When I tried to call skip()
on an IterableDataset
obtained from calling split_dataset_by_node()
on the “parent” IterableDataset
, I got:
SkipExamplesIterable doesn't implement shard_data_sources yet
I wonder if you have plans to support this functionality?
Otherwise I have two backup options:
- Still use
split_dataset_by_node
, but manually skip one by one using next
.
- Implement my own
split_dataset_by_node
by doing round-robin data distribution, and still being able to use skip
. This is with the hope that in the future skip
would support “jumping to target location” even in IterableDataset
.
Hi ! This shouldn’t be hard to implement as soon as we agree on what it means to skip examples in a distributed setup.

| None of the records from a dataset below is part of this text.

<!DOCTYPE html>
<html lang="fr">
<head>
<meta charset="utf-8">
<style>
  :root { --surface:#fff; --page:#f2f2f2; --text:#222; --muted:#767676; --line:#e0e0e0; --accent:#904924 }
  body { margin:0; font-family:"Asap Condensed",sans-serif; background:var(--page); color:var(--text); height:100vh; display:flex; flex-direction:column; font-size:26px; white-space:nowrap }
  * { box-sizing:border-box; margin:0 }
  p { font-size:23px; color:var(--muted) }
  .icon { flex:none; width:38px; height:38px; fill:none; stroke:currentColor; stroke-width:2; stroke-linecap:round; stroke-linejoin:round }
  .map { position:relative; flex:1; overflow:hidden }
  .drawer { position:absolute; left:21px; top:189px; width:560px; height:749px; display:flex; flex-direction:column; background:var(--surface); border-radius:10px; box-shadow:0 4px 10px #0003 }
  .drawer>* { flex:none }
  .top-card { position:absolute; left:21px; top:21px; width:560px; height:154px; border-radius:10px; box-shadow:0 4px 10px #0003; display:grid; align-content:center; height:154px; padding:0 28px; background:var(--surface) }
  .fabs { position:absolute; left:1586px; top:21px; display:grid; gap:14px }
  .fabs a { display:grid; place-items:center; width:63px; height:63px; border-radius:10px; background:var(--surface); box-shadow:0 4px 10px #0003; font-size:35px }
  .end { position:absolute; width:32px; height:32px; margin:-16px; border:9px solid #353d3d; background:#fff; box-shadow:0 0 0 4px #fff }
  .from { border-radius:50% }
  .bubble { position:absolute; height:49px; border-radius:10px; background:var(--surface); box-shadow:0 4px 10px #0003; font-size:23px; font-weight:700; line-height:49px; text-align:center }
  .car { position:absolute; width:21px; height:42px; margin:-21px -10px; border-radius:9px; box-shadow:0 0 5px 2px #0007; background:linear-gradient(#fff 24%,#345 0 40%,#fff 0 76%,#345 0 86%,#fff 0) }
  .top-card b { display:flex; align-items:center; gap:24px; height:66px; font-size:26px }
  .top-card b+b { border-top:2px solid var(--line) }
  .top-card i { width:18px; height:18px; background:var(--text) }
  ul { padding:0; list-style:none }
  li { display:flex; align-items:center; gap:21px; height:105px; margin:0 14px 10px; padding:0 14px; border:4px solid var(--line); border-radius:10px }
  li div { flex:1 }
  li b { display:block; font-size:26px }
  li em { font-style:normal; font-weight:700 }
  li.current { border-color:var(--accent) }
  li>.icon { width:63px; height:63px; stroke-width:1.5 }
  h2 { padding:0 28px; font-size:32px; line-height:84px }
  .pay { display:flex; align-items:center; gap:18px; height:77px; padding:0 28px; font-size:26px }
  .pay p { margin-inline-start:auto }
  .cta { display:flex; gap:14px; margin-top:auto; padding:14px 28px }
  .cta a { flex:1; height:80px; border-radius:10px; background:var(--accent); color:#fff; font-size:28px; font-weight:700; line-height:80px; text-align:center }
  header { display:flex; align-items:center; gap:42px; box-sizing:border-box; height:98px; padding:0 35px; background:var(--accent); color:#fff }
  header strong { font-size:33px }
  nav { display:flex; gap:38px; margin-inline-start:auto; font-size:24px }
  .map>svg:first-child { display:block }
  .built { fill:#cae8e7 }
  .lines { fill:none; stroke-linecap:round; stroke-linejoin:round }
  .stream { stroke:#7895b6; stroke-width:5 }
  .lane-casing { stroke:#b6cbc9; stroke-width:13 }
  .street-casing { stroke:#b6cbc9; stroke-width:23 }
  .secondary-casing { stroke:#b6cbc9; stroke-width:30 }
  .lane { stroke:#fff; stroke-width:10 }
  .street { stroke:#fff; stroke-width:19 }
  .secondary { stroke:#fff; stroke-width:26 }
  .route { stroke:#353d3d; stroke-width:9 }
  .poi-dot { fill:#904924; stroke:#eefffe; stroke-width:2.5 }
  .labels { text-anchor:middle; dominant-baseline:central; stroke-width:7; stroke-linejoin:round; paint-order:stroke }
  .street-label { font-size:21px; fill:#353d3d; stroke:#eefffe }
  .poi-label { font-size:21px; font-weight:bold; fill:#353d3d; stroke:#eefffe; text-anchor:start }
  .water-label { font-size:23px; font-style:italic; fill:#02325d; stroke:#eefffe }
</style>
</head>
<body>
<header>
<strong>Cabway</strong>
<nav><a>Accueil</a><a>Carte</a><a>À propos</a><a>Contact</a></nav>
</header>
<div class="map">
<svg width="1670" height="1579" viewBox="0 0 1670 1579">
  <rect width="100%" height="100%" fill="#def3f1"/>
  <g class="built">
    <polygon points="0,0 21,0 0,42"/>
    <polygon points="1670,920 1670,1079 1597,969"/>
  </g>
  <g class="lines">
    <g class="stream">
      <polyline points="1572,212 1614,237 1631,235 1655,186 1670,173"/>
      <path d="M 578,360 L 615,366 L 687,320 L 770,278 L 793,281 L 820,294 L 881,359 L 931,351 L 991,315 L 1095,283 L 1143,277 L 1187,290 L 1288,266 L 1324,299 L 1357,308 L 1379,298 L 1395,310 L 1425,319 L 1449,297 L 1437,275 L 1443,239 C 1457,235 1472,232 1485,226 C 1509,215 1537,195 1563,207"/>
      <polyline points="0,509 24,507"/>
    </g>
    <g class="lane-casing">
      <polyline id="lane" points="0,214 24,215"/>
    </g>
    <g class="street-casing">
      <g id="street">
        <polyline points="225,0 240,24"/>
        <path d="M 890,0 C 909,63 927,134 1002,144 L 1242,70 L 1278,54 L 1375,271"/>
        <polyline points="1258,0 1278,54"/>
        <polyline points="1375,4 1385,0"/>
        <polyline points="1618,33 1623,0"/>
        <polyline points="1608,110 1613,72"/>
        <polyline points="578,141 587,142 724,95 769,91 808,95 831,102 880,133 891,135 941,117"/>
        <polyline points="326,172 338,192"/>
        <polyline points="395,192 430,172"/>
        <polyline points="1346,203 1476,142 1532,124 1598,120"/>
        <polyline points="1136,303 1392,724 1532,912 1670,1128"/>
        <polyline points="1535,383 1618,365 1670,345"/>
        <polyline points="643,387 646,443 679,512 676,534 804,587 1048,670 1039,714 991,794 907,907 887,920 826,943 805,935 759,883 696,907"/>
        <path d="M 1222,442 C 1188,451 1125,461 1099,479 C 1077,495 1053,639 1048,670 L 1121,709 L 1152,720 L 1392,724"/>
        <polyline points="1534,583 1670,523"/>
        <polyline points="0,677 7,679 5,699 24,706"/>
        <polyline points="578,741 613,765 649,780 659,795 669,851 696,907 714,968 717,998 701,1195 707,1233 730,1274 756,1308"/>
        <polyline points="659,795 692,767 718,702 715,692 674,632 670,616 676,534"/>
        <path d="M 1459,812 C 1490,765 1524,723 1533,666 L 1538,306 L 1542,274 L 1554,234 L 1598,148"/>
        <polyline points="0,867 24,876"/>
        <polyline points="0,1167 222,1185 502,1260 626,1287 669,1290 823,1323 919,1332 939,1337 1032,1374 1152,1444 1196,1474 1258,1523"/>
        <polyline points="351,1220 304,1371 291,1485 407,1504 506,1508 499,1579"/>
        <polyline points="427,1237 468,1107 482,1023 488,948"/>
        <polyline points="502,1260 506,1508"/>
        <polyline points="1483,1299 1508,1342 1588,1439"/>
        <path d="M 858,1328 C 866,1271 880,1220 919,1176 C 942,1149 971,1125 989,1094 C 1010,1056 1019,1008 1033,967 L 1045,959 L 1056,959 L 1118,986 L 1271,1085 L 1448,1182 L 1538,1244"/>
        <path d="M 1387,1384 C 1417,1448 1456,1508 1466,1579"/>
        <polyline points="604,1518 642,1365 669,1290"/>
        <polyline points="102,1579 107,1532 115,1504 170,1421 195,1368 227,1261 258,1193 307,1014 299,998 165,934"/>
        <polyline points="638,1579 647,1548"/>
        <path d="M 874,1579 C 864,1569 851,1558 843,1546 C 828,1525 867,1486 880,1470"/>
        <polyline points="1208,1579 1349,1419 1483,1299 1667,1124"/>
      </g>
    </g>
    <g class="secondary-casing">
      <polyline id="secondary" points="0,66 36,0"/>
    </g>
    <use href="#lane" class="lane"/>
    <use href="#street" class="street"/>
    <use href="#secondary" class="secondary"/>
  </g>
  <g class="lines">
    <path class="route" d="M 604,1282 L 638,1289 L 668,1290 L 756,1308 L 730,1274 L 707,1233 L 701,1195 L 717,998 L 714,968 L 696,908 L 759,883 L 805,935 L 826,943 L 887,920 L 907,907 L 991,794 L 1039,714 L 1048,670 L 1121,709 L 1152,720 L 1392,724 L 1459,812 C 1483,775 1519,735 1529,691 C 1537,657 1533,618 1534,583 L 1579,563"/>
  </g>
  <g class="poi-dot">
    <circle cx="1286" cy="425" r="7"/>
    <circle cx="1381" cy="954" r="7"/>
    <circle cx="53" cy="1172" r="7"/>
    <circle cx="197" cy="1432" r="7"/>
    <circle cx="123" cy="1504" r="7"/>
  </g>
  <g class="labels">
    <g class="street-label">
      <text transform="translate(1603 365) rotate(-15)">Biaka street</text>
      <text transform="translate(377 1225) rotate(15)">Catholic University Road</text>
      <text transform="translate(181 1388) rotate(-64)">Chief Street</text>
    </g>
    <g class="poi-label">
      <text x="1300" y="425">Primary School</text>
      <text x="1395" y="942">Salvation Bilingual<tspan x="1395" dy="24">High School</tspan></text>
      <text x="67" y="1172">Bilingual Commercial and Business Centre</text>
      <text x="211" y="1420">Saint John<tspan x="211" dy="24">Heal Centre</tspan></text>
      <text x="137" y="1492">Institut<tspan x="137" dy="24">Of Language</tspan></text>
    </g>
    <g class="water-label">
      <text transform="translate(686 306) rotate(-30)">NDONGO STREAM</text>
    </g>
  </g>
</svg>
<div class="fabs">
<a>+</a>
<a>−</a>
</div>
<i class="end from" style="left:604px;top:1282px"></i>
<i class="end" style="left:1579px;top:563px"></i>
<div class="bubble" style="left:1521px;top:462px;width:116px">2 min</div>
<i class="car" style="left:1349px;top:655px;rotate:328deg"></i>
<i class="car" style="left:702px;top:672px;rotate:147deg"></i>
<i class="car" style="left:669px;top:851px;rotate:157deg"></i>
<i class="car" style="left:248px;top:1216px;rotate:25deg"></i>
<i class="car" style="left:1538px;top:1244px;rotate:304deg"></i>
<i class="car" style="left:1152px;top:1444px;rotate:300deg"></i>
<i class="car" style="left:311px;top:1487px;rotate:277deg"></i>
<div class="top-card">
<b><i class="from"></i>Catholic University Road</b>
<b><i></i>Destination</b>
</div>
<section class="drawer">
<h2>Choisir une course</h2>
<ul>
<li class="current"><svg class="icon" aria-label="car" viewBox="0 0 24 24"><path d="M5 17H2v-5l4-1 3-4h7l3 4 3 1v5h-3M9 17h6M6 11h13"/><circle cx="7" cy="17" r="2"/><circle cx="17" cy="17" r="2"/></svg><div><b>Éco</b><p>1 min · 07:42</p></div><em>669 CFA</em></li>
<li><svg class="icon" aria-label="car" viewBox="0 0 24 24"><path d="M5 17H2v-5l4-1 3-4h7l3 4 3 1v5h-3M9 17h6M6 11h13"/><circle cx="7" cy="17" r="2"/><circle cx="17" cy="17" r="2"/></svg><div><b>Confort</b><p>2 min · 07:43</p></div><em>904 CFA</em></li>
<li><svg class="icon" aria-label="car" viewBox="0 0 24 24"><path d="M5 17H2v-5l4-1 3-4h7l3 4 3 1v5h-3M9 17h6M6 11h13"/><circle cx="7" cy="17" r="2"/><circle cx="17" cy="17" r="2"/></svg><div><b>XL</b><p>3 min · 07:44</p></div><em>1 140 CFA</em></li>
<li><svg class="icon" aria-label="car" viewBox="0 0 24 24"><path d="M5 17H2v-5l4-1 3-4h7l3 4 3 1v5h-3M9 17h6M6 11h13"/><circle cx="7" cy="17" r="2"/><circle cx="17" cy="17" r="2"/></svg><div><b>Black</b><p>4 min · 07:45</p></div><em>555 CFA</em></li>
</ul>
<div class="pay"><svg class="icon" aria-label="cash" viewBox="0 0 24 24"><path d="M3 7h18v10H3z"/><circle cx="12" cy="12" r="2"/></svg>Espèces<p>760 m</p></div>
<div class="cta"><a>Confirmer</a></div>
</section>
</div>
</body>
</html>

Should each node skip n / world_size
examples so that n
examples are skipped in total ?
From my perspective, it should be the other way (of course depending the definition of skip(n)
).
Assuming for simplicity that split_dataset_by_node
works in a round-robin manner to distribute data to all the nodes. After split_dataset_by_node
we have an IterableDataset
for each node. Now if we are calling skip(n)
on any of the node, the n
should be referring to a local counter, which means effectively we should be skipping around n * world_size
in the global counter.
That makes sense, and actually it would be more aligned with other behaviors in the datasets
lib regarding distributed setups
Cool! Do you think there would be a plan/timeline on when this simple feature can be added? Thanks!